The string "above" appears in some lines of the entries that follow; copy each such line.

______

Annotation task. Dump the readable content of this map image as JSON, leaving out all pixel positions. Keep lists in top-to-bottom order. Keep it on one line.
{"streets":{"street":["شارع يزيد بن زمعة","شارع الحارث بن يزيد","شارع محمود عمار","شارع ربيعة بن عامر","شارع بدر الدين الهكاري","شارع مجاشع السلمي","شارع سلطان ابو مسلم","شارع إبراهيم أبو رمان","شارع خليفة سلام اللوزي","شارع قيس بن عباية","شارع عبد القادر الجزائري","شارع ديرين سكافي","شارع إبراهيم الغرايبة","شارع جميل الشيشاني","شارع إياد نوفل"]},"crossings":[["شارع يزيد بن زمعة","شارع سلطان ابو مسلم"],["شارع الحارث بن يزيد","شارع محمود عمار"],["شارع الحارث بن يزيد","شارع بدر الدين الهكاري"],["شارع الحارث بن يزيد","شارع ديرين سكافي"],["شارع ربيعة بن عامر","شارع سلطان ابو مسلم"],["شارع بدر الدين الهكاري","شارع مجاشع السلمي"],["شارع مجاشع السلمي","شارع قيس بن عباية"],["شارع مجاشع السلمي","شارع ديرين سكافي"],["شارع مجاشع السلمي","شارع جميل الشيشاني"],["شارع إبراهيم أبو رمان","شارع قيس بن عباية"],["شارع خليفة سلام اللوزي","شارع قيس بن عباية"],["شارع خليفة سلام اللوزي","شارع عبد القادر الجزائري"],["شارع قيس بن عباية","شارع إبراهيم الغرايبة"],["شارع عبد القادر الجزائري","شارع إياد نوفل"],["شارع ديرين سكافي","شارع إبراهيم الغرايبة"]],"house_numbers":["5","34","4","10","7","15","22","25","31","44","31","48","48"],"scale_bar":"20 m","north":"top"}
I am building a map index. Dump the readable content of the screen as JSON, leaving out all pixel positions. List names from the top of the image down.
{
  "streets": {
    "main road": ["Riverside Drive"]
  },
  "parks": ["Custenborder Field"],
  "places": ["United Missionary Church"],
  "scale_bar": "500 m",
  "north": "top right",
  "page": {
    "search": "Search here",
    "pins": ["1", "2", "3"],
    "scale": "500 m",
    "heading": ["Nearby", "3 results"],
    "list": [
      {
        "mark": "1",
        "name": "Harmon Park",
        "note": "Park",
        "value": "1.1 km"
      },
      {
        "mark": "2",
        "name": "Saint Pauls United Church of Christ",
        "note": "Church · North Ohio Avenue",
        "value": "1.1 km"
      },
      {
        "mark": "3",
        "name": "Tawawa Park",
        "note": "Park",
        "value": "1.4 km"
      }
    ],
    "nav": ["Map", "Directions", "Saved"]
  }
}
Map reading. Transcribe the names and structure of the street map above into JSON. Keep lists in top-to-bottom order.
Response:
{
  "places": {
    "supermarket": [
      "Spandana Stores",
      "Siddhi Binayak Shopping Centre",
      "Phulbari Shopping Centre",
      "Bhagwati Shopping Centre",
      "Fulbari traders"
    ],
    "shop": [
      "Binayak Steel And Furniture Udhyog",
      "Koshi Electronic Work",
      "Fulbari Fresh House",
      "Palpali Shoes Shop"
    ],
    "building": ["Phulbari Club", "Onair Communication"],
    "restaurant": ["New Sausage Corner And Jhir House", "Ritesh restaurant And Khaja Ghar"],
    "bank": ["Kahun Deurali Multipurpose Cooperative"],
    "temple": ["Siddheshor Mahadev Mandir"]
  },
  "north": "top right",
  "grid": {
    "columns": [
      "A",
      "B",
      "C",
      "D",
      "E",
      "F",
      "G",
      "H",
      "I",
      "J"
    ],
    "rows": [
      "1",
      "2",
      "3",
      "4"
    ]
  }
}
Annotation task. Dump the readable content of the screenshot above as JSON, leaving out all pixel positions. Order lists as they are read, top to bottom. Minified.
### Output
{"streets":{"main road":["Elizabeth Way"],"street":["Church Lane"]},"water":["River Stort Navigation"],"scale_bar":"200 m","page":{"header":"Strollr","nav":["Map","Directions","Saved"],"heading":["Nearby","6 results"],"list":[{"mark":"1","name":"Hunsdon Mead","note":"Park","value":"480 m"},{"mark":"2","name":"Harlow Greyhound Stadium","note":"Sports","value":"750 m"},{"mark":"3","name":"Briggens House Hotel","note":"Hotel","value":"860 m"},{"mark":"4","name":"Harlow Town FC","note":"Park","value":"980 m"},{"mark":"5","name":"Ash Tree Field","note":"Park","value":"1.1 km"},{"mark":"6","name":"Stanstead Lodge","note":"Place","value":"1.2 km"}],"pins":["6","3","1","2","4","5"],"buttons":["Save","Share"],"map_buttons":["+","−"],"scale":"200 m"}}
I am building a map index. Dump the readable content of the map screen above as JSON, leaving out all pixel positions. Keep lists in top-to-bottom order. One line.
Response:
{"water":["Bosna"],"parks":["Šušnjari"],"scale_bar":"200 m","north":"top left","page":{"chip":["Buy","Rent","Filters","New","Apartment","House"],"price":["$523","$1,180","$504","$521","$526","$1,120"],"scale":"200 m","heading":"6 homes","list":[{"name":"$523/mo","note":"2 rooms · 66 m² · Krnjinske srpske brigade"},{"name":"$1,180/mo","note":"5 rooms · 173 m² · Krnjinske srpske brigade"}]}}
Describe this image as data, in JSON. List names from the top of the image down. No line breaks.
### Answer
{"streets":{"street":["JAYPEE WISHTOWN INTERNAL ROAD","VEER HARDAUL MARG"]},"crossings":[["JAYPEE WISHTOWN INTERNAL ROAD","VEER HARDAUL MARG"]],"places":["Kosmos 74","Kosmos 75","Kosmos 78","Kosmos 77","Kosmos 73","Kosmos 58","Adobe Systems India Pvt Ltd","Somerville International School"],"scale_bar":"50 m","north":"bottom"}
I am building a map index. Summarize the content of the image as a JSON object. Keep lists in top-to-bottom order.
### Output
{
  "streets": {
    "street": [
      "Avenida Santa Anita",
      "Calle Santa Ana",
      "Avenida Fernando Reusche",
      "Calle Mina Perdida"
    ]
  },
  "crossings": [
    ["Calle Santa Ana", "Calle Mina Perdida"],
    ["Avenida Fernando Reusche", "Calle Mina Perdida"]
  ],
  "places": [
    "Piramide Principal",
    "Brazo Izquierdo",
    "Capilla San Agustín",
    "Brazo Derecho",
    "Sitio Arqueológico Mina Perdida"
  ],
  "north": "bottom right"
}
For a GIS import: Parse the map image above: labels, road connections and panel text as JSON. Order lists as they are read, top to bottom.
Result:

______

* _Solved exercise_
Map reading. Transcribe the names and structure of the street map above into JSON. Keep lists in top-to-bottom order.
Annotation task. Dump the readable content of the screenshot above as JSON, leaving out all pixel positions. Order lists as they are read, top to bottom. Minified.
I am building a map index. Dump the readable content of the map screen above as JSON, leaving out all pixel positions. Keep lists in top-to-bottom order. One line.
For a GIS import: Parse the map image above: labels, road connections and panel text as JSON. Order lists as they are read, top to bottom.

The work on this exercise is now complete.